A cosmid library of UV 18-25 was constructed in E. coli and stored as glycerol stocks in the −80° C. The average insert size was 20-35 kb. In total, 6800 clones were obtained, which represents a genome coverage of about 5 fold. To order these clones in 384-wells plates, dilutions of the glycerol stocks were plated on LB-agar plates, containing ampicillin. 7680 individual colonies were manually picked and inoculated in twenty 384-wells plates. These twenty 384-wells plates represent the ordered cosmid library of UV 18-25 in E. coli.


The individual colonies in the twenty 384-wells plates were spotted on nylon filters (Hybond), using a Staccato 384-pintool (Zymarks). The ordered cosmid library was spotted in octuplicate (in total 160 filters). These filters were placed on LB-ampicillin medium plates and incubated at 37° C. to allow colonies to grow on the filters. Subsequently, the colonies were lysed and the cosmid DNA was bound to the filters using standard procedures.


Example 9
Isolation of the Endochitinase 1 Encoding Gene (chi1)

The 173-bp chi1 PCR fragment was used as a radio-active labeled probe for hybridization of duplicate filters of the cosmid library. Hybridization of the cosmid gene library using this chi1 fragment resulted in 3 positive clones.
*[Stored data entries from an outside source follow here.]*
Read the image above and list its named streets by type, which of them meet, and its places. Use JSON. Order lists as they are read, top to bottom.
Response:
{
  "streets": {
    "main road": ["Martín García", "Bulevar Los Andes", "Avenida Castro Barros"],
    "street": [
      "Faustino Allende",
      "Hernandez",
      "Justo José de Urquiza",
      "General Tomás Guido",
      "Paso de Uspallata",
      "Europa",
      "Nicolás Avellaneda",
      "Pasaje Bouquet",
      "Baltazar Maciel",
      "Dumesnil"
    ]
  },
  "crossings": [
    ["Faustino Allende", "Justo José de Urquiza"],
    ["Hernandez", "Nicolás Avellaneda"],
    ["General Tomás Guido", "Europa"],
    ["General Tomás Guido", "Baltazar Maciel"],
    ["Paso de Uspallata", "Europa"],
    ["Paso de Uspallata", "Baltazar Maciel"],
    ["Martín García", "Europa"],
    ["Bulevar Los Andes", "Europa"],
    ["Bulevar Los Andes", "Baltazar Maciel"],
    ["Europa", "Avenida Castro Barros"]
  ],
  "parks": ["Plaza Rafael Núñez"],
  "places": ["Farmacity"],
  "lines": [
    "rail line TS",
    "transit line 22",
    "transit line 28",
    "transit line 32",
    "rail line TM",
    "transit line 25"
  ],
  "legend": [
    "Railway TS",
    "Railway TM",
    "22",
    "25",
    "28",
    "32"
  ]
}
DNA was isolated from these clones and restriction analysis followed by Southern analysis was carried out. A 4.8 kb HindIII fragment and a 3.4 kb BglII fragment showed hybridization using the chi1 probe. The 4.8 kb HindIII and 3.4 kb BglII fragments containing the chi1 gene were isolated and subcloned in pMTL24, resulting in the vectors pCHI4.8 (FIG. 4) and pChi3-4, respectively. Subsequently, a BglII sub-clone was used for sequence analysis to obtain more sequence data. The sequence of the complete chi1 gene of UV 18-25 was obtained. The size of the chi1 gene is 1529 bp in which 2 introns of 111 bp and 138 bp are present.


Example 10
Overexpression of the Endochitinase in W1L #100.1

For overexpression of endochitinase the 3.4 kb BglII fragment containing the chi1 gene was isolated from pChi3-4. Putative chi1 multi-copy strains in W1L #100.1Δpyr5 were generated by co-transformation of the 3.4 kb BglII chi1 fragment and a pyr5 selection fragment and correct transformants were confirmed by colony hybridization. Shake-flask cultures on C1 low density medium were performed from a selection of W1L #100.1 chi1-multicopy strains. The samples were analyzed on SDS-PAGE to evaluate the protein profiles for the overproduction of Chi1 (FIG. 5). Three of the multi-copy chi1 strains (lanes 3, 4, 5) show a stronger 45 kDa band compared to the parent strain (lane 1) indicating chitinase overexpression and the usefulness of the chi1 promoter for high gene expression.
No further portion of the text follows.